CPS PROFESSIONAL TEAM, UN PROGETTO CHE CONTINUA A CRESCERE

JUNIORES | 10/11/2019 | 07:26
di Alessandro Avolio
Il 2019 ormai va archiviato per i colori nero blu della CPS Professional Team ma prima di addentrarsi con forza nel 2020 è opportuno fermarsi ad analizzare quanto accaduto nell'anno che ci sta salutando.
Il team ha totalizzato ben 203 punti federali con la partecipazione di ben 8 atleti, presenti in 58 gare di cui 46 regionali, sei nazionali e sei internazionali. Alessandro Verre è stato il faro ed il punto di forza con 120 punti, 12 vittorie ed altri 10 podi vincendo gare di prestigio, tra cui una nazionale, due volte a podio in gare internazionali e brillando anche nel Giro della Lunigiana. Unico grande rammarico, l'esclusione dalla rassegna iridata in terra britannica.
Ma se Verre è stato il riferimento c'è da sottolineare la capacità di mettere nelle condizioni di brindare almeno con un successo anche i vari Cucciniello(nelle difficoltà climatiche di Maltignano), Cardone(in un poker Cps all'arrivo di Locorotondo), di Raviele{scalatore puro, scommessa vinta dal Team Manager, promettente primo anno, con 17 punti ma con tantissime ottime prestazioni, spesso spalla di Verre in salita ma capace di vincere a Civitella Del Tronto e di cogliere tanti altri piazzamenti, e Mario Iannone, vincitore ad Adelfia ed in altre 5 circostanze sul Podio e che ha chiuso la stagione con 23 punti.
Sfortunato Giulio Adduci, che a fine giugno, con due secondi posti ha soltanto sfiorato il successo. Lodevole l'impegno di Binetti (8 punti) e Forcina (4 punti) spesso impegnati ad aiutare i compagni di squadra nelle gare a loro meno favorevoli. 60 piazzamenti tra i primi 6 la dicono lunga sulla quantità, oltre che la qualità, delle prestazioni, 51 volte tra i primi 5, 37 podi di cui 16 vittorie fanno del Team Cps Professional una delle squadre, al secondo anno di Attività, più conosciute e rispettate in Italia. Vincere in Toscana togliendo di ruota il Campione Europeo di categoria sicuramente rappresenterà per il direttivo societario il punto più alto della stagione ma rappresenta il punto di partenza da cui ripartire per ottenere risultati maggiori.
Si può ipotizzare, ad esempio, una partecipazione con la Nazionale alla Parigi-Roubaix di categoria per Loconsolo e Carrer ma per i due terribili primo anno, c'è la stagione ciclocrossistica in divenire in cui proprio domenica scorsa è arrivato il primo podio al Giro d'Italia Cross. Due anni fa un gruppo di Amici scommetteva sul Ciclismo e sui giovani juniores del Meridione, oggi rappresenta il punto di riferimento per chi vuole fare Ciclismo sul serio.
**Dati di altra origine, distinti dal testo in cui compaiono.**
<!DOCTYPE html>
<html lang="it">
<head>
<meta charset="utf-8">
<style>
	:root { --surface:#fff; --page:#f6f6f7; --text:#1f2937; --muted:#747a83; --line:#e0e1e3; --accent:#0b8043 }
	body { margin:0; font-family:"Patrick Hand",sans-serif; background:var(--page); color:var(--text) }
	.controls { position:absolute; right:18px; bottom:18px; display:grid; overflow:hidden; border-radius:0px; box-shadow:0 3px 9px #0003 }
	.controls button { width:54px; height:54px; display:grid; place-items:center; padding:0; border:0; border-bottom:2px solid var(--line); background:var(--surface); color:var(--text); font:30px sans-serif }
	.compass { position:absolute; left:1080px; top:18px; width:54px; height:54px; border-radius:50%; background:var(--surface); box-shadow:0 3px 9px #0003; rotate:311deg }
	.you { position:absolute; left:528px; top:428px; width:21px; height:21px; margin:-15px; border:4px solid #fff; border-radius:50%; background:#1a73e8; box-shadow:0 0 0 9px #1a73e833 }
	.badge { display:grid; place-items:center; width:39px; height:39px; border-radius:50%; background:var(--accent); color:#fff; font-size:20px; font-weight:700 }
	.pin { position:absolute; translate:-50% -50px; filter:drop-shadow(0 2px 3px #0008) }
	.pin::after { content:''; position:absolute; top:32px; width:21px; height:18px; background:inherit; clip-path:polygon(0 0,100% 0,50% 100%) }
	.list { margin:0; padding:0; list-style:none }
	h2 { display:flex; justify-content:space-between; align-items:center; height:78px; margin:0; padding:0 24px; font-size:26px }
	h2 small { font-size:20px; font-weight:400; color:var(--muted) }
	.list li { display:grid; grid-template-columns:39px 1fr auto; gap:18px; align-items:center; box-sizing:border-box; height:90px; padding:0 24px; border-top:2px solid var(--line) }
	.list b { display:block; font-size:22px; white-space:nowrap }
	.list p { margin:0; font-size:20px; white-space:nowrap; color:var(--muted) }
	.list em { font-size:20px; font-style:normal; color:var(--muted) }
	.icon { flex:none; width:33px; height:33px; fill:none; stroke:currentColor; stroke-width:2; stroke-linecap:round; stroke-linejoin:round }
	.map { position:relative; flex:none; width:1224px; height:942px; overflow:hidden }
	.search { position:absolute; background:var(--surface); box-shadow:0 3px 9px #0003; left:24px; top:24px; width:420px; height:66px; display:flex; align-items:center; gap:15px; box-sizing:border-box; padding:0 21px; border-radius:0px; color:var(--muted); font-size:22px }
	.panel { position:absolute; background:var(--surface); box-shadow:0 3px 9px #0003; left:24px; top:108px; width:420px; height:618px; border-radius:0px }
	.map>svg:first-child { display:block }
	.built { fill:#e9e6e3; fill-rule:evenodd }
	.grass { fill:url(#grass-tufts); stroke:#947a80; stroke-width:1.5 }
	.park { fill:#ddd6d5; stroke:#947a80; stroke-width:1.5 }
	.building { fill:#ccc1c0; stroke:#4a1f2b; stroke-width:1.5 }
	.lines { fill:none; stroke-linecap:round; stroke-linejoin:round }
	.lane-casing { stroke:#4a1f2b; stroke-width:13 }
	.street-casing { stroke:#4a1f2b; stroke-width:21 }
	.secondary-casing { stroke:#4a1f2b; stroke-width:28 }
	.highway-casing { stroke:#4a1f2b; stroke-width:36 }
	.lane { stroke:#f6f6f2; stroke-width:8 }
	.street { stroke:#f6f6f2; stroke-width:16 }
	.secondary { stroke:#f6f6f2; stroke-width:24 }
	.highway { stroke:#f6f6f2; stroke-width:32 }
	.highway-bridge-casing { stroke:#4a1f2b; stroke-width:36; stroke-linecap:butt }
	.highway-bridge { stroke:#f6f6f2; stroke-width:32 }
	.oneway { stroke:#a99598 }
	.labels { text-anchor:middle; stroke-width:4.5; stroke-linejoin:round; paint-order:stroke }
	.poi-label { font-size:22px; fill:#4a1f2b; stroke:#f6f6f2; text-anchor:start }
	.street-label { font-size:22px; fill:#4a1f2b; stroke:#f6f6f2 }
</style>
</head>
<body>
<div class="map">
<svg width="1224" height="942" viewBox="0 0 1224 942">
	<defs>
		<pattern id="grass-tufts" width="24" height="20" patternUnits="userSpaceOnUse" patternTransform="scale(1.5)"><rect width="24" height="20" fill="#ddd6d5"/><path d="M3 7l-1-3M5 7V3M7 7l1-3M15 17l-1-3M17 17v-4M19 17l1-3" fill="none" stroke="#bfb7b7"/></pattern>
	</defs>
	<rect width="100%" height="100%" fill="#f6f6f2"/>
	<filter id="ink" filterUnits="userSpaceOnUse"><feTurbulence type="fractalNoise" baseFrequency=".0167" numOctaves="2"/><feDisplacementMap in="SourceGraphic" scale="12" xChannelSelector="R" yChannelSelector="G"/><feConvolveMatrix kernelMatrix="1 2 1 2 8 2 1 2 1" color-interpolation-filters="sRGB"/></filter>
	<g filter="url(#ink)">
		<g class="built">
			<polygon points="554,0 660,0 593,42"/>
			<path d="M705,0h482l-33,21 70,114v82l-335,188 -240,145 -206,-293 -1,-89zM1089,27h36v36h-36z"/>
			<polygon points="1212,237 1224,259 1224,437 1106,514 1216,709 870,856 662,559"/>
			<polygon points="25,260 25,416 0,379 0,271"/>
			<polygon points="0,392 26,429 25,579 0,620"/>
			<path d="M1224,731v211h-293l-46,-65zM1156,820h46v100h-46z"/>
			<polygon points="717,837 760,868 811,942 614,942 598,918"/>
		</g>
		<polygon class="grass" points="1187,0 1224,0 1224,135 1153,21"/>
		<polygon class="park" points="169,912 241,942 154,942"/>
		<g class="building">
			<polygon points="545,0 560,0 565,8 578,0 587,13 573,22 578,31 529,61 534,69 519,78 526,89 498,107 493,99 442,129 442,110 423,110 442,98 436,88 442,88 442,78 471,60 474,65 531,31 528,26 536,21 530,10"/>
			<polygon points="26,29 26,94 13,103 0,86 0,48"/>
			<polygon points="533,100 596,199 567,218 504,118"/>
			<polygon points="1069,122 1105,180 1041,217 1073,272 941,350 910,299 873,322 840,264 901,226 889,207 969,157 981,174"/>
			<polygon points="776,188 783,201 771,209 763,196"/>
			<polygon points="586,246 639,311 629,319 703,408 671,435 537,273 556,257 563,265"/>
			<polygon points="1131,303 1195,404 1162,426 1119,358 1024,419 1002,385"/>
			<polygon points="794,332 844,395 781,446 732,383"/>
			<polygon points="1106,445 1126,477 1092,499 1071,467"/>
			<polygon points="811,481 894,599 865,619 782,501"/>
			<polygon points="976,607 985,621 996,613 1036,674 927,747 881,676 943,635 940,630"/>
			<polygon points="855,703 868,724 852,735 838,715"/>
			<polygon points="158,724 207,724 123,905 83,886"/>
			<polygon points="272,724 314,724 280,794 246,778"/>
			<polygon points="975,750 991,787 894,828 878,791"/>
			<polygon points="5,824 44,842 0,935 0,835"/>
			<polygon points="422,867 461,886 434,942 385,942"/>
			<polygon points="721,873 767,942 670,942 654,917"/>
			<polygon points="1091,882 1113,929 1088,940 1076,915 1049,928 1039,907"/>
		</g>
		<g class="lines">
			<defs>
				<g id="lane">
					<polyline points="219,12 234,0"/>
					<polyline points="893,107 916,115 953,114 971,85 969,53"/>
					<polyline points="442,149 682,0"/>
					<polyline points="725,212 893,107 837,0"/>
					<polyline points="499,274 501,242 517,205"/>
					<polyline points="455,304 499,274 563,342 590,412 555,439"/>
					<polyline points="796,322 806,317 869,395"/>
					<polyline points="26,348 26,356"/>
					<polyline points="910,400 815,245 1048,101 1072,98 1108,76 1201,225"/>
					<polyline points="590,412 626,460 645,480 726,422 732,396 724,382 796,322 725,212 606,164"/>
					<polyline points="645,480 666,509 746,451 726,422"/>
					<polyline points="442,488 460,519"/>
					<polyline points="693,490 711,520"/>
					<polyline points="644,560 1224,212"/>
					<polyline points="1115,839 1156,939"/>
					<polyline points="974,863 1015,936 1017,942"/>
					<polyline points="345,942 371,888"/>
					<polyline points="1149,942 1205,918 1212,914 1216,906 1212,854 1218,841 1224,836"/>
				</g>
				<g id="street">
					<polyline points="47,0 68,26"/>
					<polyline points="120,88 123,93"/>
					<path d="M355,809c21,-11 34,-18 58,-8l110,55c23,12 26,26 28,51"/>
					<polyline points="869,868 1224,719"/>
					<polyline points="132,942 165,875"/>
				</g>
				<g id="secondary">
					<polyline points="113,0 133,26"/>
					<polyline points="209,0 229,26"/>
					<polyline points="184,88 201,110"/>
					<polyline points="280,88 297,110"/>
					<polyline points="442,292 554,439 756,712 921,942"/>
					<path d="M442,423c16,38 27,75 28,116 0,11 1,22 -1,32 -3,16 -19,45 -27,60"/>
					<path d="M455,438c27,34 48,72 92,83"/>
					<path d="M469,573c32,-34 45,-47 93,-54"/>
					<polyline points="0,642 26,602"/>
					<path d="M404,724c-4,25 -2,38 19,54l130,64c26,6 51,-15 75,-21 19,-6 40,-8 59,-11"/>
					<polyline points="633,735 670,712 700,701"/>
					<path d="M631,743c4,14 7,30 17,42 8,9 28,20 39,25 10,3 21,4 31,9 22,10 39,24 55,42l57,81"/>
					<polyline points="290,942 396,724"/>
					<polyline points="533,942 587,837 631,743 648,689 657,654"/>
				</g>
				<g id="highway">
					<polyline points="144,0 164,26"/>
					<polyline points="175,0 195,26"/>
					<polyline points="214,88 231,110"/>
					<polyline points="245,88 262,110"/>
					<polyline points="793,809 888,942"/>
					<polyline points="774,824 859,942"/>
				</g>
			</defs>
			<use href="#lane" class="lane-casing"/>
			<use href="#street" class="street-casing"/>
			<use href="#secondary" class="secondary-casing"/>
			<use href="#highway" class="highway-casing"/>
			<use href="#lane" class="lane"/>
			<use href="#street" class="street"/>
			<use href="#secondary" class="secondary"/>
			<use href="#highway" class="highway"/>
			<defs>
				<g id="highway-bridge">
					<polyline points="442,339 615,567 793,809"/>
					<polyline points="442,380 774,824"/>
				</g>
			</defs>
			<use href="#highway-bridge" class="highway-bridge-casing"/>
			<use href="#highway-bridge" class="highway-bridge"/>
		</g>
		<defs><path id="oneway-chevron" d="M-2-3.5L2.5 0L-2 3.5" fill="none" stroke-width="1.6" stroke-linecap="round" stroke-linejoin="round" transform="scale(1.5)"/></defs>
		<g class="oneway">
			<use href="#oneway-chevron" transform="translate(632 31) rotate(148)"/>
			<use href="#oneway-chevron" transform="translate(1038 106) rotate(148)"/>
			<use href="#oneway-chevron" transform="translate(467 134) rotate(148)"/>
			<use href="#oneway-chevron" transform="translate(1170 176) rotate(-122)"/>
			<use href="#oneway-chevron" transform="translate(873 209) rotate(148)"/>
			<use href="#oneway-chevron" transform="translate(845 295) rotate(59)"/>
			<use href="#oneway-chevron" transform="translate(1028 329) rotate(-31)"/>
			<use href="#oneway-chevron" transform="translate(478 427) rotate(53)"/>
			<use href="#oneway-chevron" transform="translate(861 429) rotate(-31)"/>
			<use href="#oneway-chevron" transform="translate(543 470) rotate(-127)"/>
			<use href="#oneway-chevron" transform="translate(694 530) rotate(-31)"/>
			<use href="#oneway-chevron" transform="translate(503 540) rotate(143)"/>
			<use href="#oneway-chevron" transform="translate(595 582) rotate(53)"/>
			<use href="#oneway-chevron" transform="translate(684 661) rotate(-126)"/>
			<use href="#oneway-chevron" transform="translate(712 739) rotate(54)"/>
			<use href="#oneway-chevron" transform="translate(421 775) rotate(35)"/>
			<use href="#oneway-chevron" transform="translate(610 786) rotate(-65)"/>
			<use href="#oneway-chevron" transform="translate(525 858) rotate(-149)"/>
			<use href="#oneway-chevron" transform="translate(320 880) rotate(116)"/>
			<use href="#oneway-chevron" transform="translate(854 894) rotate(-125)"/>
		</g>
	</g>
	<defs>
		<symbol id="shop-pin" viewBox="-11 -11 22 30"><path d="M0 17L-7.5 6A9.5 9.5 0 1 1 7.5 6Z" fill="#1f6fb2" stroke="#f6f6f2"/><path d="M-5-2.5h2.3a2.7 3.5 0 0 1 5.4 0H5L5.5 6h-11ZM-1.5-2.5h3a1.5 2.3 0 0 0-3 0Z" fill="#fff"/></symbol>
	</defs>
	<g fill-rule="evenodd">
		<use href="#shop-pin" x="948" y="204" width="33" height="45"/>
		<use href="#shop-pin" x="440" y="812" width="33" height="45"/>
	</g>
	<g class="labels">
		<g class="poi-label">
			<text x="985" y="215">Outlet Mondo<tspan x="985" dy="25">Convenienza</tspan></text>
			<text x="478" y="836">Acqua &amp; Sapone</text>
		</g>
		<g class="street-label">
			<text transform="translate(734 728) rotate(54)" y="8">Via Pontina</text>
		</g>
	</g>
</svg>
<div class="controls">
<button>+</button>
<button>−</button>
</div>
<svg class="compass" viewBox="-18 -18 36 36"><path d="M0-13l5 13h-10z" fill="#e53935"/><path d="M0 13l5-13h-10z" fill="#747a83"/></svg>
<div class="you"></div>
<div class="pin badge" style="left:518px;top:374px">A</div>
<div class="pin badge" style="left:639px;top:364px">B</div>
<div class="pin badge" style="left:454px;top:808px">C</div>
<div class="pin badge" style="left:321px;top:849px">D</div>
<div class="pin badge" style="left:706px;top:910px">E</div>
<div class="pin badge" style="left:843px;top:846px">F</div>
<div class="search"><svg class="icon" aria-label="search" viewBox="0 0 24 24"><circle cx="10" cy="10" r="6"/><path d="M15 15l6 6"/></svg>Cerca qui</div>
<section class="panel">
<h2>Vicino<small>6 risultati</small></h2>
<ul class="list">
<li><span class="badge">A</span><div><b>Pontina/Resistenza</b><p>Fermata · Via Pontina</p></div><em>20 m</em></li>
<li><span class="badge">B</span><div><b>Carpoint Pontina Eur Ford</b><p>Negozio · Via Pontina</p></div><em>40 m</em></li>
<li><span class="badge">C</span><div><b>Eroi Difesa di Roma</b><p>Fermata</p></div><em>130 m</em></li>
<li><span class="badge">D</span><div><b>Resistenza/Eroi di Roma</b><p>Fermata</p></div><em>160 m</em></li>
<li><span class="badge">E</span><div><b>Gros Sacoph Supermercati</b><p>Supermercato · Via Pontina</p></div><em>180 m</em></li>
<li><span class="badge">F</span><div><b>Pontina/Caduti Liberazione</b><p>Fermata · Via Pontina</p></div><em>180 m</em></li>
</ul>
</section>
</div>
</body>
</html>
Ci si augura che i tecnici nazionali, la Fci ed altri sponsor (Ernesto Colnago se n'è accorto) si rendano conto che quello che era un Progetto oggi è diventata realtà e come tale va presa in considerazione e soprattutto bisogna comprendere l'enorme bacino territoriale che il Team copre con sacrifici e grandi sforzi, non solo economici.
Il 2020 è alle porte ed il Team Manager Clemente Cavaliere insieme a Franco D'Auria, ha già la Rosa allestita per migliorare il 2019. Non sarà facile ma bisogna sempre mirare alle stelle, mal che vada ci si cullerà tra le Stelle. Confermatissimi i d.s. Pasquale Santoro e Maurizio Capossela. La novita' Giuseppe Toni come nuovo innesto che si prendera' cura della preparazione atletica del team.